Pareto non-dominated front as a consumer strategy

Let’s go shopping for an apartment to rent! If we ignore location, the overall standard and other factors, the interesting data is primarily the number of square meters \(x\) and the price of rent per month \(y\).

In this article we answer the question:

Which apartments are best? In other words, which landlords should we call up first?

The data set above will be used throughout the article, but the ideas generalize to similar situations where we as consumers search for good options without much domain knowledge. The ideas also generalize to higher dimensionality (e.g. if we include distance to city center as an additional data attribute).

Table of contents

Regression and implicit optimization

An initial idea might be to compute the least squares regression line. We want many square meters \(x\) at a low price \(y\). After computing the regression line, we can move in the direction of positive \(x\) and negative \(y\) until we find the apartment the furthest away from the regression line. This is shown in the figure below.

It’s tempting to declare the resulting apartment as “best” and move on – but there are some serious issues:

  1. Implicit scalarization. The objective is to find good apartments \((x_i, y_i)\). Evaluating apartments \((x_i, y_i)\) by a linear combination of the objectives \(x_i\) and \(y_i\) is called scalarization, because we use a scalar to represent the utility of the apartment. Moving the regression line implicitly maximizes a scalar function \(f(x, y) = \lambda x - (1- \lambda)y\) for some \(0 \leq \lambda \leq 1\). We will see that this might not be what we want.
  2. Implicit weighting of objectives. The regression line is \(y = 5695 + 187x\). It shows that, in some sense, one additional square meter is worth \(187\) per month on average. By moving the regression line, we’re implicitly maximizing \(f(x, y) = 187x - y\). While this linear relationship holds on average, we might not agree that one additional square meter is worth \(187\) more per month.

In summary, the approach implicitly scalarizes the problem and sets the scalarization weights for us.

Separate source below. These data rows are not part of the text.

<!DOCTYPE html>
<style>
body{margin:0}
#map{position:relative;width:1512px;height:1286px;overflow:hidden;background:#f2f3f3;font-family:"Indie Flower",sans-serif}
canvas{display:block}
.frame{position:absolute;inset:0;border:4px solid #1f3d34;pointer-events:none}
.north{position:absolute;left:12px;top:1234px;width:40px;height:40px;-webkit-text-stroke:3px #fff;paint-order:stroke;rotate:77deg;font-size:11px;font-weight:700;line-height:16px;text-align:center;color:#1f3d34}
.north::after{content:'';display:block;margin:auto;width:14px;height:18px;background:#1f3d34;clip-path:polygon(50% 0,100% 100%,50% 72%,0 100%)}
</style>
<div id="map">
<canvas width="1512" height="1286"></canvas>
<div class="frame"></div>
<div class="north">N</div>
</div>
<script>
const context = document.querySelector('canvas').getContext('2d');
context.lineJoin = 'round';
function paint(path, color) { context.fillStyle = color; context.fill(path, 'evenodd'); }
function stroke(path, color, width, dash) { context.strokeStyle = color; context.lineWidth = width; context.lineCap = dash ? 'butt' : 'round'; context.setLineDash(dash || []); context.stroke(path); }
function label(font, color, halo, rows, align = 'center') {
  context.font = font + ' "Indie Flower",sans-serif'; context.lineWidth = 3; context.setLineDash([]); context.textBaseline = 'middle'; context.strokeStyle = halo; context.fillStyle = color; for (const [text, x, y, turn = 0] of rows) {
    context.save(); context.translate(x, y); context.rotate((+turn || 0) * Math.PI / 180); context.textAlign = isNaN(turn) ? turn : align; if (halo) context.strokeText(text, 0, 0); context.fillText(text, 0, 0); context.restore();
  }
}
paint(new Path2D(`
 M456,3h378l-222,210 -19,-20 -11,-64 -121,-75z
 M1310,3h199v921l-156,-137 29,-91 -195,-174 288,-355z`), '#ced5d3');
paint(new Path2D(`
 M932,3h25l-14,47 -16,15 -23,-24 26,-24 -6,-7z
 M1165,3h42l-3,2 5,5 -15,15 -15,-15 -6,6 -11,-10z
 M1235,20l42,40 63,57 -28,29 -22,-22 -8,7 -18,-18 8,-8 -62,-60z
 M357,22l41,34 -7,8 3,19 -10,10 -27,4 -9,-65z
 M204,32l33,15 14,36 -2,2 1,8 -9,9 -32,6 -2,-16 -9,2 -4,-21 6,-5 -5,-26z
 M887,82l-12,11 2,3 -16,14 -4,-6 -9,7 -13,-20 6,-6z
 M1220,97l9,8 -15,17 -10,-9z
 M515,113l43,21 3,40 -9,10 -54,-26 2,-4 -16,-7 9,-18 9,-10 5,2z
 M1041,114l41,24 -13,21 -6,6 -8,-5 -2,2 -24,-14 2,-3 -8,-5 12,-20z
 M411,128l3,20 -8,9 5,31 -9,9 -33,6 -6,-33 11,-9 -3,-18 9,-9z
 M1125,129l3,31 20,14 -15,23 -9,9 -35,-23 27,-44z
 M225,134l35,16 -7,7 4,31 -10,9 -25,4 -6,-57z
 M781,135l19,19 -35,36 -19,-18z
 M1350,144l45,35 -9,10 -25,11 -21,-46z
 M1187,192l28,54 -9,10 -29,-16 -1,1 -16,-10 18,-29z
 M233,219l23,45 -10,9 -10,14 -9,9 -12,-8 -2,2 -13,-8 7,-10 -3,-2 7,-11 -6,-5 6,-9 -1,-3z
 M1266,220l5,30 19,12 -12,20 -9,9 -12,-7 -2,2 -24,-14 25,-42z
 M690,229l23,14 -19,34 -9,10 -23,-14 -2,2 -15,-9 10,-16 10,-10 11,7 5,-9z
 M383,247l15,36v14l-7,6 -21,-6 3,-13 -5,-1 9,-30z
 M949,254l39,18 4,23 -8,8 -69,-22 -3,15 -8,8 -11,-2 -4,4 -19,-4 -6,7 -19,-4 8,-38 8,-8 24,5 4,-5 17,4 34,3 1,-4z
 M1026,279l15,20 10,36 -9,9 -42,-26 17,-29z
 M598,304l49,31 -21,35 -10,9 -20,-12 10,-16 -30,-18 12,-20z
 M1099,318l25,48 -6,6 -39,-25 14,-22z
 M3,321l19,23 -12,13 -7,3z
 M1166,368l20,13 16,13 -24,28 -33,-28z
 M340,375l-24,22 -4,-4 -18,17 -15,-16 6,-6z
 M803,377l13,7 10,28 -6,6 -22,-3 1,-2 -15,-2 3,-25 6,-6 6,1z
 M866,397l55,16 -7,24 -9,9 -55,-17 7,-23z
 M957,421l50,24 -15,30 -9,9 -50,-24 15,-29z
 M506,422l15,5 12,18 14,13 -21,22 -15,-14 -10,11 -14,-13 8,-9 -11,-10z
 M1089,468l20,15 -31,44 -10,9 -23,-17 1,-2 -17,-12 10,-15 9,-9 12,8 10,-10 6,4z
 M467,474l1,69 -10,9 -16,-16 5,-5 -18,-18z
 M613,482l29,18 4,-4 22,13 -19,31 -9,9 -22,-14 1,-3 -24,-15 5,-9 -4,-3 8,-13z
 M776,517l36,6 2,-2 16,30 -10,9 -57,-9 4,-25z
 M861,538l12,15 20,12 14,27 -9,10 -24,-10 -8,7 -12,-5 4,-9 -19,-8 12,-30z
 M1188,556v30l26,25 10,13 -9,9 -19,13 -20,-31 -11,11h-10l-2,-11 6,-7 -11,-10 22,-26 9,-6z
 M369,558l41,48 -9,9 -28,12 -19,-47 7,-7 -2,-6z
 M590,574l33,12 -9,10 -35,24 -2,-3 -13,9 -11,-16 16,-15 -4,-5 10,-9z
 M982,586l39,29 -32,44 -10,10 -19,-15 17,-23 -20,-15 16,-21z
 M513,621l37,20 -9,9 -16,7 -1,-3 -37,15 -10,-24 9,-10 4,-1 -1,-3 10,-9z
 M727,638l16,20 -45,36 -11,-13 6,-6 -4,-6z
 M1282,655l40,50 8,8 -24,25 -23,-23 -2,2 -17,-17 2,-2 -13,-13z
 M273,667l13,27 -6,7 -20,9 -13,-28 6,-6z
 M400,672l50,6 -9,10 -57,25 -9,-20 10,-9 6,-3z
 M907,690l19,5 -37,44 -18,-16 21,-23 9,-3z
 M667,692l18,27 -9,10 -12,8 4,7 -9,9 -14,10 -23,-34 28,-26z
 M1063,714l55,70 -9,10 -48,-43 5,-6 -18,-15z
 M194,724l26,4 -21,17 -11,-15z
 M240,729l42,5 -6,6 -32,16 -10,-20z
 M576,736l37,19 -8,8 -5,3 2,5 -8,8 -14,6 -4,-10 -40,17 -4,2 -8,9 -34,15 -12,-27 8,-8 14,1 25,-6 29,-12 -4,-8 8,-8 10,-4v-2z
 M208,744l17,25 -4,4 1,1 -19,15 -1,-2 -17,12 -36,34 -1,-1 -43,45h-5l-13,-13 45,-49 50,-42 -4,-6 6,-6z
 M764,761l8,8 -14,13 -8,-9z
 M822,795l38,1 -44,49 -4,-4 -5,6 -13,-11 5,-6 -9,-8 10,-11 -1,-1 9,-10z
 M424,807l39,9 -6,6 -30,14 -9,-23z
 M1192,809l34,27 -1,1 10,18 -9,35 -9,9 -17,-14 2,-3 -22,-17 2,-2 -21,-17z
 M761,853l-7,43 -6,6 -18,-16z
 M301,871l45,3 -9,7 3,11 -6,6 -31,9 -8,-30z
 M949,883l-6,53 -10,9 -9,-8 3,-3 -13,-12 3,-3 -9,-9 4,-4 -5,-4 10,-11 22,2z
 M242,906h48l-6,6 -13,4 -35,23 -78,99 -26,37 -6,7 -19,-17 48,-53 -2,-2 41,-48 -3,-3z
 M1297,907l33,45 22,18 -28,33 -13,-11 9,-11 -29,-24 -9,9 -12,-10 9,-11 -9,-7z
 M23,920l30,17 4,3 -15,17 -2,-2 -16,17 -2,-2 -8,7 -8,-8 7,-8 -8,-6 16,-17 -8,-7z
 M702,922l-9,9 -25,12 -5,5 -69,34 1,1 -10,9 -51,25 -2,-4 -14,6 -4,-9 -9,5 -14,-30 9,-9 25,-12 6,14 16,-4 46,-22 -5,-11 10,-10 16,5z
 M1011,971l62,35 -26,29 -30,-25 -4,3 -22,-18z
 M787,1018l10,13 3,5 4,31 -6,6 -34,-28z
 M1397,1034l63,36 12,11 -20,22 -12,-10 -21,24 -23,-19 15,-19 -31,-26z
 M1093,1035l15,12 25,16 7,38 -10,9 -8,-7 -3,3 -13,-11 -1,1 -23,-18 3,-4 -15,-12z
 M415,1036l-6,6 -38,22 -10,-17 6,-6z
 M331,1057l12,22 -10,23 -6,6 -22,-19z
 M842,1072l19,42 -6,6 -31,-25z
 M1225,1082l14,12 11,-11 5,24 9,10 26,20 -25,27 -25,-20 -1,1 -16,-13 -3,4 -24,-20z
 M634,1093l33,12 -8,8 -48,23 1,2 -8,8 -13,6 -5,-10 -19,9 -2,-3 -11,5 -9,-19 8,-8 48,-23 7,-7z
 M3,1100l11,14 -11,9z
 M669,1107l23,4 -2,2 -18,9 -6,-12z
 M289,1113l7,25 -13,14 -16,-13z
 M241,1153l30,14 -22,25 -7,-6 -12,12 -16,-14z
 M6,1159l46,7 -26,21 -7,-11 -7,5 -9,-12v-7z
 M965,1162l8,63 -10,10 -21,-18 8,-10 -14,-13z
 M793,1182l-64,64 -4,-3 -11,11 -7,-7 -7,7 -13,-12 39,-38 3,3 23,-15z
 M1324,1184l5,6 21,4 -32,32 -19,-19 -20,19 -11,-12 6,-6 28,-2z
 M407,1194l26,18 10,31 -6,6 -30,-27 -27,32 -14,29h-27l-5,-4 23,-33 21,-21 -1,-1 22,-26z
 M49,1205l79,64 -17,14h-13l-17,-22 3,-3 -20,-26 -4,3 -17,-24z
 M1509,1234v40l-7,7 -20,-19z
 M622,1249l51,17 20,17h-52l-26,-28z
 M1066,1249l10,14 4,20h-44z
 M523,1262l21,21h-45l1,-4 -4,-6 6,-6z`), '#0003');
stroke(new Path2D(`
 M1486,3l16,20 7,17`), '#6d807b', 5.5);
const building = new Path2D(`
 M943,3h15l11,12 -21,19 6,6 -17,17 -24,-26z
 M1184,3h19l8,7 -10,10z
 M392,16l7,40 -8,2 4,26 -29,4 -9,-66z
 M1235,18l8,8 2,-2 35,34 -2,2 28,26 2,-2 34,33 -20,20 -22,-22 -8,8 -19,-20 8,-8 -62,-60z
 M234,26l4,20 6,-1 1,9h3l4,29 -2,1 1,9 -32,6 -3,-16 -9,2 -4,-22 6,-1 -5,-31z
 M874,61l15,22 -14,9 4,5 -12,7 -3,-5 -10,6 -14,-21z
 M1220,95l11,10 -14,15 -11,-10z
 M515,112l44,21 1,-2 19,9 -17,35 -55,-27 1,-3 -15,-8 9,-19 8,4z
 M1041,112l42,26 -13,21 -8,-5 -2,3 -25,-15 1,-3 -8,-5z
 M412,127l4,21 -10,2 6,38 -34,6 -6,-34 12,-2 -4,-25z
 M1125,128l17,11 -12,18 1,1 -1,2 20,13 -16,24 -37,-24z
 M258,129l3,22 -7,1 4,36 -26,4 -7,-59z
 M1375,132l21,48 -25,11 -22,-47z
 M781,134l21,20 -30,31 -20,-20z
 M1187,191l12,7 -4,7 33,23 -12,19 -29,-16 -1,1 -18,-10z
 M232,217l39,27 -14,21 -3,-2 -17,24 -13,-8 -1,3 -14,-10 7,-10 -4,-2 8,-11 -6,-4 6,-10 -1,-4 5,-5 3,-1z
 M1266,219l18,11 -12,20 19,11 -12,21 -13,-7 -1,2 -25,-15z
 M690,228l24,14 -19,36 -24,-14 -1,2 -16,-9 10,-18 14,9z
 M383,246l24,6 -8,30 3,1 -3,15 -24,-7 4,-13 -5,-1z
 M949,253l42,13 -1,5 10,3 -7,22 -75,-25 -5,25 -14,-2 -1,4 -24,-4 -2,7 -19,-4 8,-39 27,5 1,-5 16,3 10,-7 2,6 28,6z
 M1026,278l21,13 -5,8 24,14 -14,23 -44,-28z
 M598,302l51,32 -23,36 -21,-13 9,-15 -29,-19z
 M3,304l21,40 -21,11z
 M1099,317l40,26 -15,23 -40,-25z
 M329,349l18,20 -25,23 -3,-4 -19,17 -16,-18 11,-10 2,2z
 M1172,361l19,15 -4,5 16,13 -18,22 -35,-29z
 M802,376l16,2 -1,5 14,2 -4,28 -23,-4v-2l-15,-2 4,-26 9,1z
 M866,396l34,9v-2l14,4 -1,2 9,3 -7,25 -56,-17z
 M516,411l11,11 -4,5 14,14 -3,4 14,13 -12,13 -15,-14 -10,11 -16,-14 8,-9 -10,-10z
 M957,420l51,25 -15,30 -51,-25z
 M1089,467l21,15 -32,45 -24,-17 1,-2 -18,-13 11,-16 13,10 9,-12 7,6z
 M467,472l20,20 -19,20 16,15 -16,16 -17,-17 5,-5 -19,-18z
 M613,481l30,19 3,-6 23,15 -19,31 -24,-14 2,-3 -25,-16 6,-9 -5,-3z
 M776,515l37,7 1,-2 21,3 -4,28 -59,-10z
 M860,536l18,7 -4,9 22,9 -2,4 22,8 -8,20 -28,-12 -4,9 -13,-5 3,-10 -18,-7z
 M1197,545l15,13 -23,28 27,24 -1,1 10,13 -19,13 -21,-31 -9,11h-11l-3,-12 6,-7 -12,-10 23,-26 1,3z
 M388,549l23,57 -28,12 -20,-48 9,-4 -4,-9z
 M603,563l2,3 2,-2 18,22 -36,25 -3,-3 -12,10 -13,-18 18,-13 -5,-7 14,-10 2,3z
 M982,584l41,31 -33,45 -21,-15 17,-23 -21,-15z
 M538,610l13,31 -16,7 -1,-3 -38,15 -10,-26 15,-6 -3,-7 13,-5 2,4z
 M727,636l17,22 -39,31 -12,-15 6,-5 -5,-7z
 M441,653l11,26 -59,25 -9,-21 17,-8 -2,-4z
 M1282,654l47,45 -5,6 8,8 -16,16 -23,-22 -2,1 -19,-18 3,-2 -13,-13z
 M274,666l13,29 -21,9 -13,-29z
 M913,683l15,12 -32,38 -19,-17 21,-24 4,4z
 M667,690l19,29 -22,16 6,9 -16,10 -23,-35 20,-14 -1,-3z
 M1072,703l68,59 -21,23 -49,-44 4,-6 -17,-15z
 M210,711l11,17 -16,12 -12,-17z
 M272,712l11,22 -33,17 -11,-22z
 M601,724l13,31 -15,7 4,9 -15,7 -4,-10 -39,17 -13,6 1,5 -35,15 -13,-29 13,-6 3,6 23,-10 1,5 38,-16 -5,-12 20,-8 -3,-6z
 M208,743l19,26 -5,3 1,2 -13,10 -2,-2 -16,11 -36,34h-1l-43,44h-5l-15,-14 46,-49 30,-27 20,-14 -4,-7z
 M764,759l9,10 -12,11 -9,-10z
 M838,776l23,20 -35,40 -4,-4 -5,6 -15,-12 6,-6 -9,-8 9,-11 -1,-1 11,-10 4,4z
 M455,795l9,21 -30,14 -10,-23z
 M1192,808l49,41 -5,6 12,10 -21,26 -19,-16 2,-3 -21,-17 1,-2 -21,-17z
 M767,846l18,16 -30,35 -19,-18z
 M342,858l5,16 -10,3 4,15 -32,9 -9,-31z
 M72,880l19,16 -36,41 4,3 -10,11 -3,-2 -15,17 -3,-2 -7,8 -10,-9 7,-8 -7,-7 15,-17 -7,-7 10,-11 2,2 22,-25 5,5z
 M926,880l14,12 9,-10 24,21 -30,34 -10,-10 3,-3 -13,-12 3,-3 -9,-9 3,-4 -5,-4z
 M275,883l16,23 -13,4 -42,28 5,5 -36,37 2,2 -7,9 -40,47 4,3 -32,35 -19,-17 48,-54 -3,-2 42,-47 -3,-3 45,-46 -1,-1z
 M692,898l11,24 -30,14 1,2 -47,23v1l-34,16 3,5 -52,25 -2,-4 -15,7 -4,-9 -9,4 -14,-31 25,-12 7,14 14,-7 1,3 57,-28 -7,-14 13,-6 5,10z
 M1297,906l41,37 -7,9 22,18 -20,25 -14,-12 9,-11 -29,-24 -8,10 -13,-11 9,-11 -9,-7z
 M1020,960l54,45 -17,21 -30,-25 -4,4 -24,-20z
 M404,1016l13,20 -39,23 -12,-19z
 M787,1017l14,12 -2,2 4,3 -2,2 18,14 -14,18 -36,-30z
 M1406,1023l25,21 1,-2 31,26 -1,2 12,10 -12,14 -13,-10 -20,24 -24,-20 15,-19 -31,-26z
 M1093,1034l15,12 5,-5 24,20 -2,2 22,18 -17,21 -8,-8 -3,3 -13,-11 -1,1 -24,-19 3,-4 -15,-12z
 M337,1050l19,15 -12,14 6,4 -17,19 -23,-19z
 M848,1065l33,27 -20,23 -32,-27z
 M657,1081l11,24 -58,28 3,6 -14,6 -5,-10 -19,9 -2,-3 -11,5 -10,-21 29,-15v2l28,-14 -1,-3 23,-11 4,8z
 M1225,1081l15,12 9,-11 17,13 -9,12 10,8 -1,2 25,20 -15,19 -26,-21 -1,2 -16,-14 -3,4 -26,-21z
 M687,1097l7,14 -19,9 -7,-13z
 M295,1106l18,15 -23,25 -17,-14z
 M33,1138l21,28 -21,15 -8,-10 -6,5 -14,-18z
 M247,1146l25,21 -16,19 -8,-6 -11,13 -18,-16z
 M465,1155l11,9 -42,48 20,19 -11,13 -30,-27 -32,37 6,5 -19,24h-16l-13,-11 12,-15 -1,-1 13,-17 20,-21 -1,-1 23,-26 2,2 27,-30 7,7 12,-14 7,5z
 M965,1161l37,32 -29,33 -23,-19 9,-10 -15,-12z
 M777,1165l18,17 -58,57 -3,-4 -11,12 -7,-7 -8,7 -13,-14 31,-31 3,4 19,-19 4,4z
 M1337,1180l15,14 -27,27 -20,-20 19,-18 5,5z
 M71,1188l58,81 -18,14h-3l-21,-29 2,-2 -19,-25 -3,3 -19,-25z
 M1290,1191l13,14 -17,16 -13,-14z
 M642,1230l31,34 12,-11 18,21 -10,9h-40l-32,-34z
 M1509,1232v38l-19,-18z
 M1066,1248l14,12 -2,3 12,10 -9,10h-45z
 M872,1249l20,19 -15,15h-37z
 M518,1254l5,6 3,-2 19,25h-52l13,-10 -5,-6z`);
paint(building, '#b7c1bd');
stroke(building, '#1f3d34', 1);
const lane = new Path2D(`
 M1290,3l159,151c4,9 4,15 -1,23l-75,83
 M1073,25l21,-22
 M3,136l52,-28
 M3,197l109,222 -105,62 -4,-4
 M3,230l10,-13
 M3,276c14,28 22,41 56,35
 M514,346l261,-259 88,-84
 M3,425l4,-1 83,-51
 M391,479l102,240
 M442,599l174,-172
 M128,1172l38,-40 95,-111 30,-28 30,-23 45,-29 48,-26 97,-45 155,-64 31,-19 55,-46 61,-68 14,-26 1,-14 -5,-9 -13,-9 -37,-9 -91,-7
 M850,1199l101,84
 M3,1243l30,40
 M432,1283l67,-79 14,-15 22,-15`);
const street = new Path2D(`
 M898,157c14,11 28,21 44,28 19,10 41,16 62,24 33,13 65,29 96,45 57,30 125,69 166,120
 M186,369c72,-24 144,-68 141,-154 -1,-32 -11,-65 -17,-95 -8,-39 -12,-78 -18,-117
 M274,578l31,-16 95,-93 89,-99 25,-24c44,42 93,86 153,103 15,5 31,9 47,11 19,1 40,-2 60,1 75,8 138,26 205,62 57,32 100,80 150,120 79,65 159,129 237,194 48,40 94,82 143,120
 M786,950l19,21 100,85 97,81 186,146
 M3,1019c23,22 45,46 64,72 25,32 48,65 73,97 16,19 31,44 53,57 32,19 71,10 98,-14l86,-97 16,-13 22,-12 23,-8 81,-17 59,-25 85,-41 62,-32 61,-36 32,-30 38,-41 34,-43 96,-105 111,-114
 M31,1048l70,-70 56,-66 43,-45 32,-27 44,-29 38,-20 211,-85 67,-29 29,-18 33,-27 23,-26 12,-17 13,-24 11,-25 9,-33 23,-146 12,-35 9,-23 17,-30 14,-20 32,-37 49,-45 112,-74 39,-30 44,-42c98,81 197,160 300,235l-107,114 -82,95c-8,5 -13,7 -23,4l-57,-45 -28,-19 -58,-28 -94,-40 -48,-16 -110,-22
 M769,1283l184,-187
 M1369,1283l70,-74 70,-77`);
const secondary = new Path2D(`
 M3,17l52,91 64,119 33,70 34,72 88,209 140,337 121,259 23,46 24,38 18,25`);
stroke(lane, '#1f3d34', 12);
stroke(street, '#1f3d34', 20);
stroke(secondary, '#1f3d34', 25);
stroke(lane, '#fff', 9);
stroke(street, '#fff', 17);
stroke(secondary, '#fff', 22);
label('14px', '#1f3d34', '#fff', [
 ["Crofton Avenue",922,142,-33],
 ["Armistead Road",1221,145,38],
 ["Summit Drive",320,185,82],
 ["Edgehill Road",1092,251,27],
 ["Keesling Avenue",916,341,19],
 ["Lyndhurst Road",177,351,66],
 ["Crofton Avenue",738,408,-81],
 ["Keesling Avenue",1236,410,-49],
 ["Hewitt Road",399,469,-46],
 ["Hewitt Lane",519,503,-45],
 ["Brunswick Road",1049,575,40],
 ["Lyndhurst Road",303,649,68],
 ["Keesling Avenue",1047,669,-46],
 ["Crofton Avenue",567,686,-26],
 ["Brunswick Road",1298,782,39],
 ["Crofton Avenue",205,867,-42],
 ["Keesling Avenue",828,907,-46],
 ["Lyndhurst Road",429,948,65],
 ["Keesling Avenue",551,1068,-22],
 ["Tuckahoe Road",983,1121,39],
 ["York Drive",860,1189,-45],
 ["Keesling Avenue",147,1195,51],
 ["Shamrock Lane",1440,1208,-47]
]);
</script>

We can do much better – back to the drawing board!

Pareto domination

We will make use of the concept of Pareto domination from multiobjective optimization. In multiobjective optimization, a solution dominates another if it’s no worse in any objective, and better in at least one objective.

In our case, an apartment \(a = (x_a, y_a)\) dominates \(b = (x_b, y_b)\) if \(a\) is at least as cheap, has at least as many square meters, and is either cheaper or has more square meters, or both.

If apartment \(a\) dominates \(b\), there is no reason to ever choose \(b\).

The Pareto non-dominated front

The Pareto non-dominated front contains the set of apartments that are not dominated by any other apartment.

In the figure above, each of the non-dominated apartments have no other apartments to their right (more square meters \(x\)) and below (lower price \(y\)). In other words, for each of the non-dominated apartments, there are no other apartments that are univocally better.

The set of non-dominated apartments has intrinsic quality, even without an explicit weighting between square meters and price.

Convexity and scalarization

Recall that scalarizing the problem would mean choosing some \(\lambda \in [0, 1]\) and maximizing a weighted linear sum of the objectives \(x\) and \(y\), i.e. maximizing the function

\begin{equation*} f(x, y) = \lambda x - (1- \lambda)y. \end{equation*}

The crafty reader might notice that the Pareto non-dominated front contains an apartment that is impossible to find using scalarization. No matter which \(\lambda\) we choose, we would hit the apartments connected to the blue line before we could ever find the non-dominated apartment shown in red.

This phenomenon is amplified on a fictive data set below. The non-dominated front contains many interesting apartments, but the “concavity” of the set of apartments make them impossible to find using scalarization.

In general, scalarization finds the non-dominated Pareto front if the multiobjective optimization problem is convex.

Pareto ranks

Before any preference for square meters \(x\) or price \(y\) is set, the non-dominated front contains apartments that are maximal with respect to a partial ordering of the objectives. Scalarizing introduces a linear ordering, and with a linear ordering it’s possible to choose a “best” apartment. The “best” apartment is maximum with respect to the linear ordering.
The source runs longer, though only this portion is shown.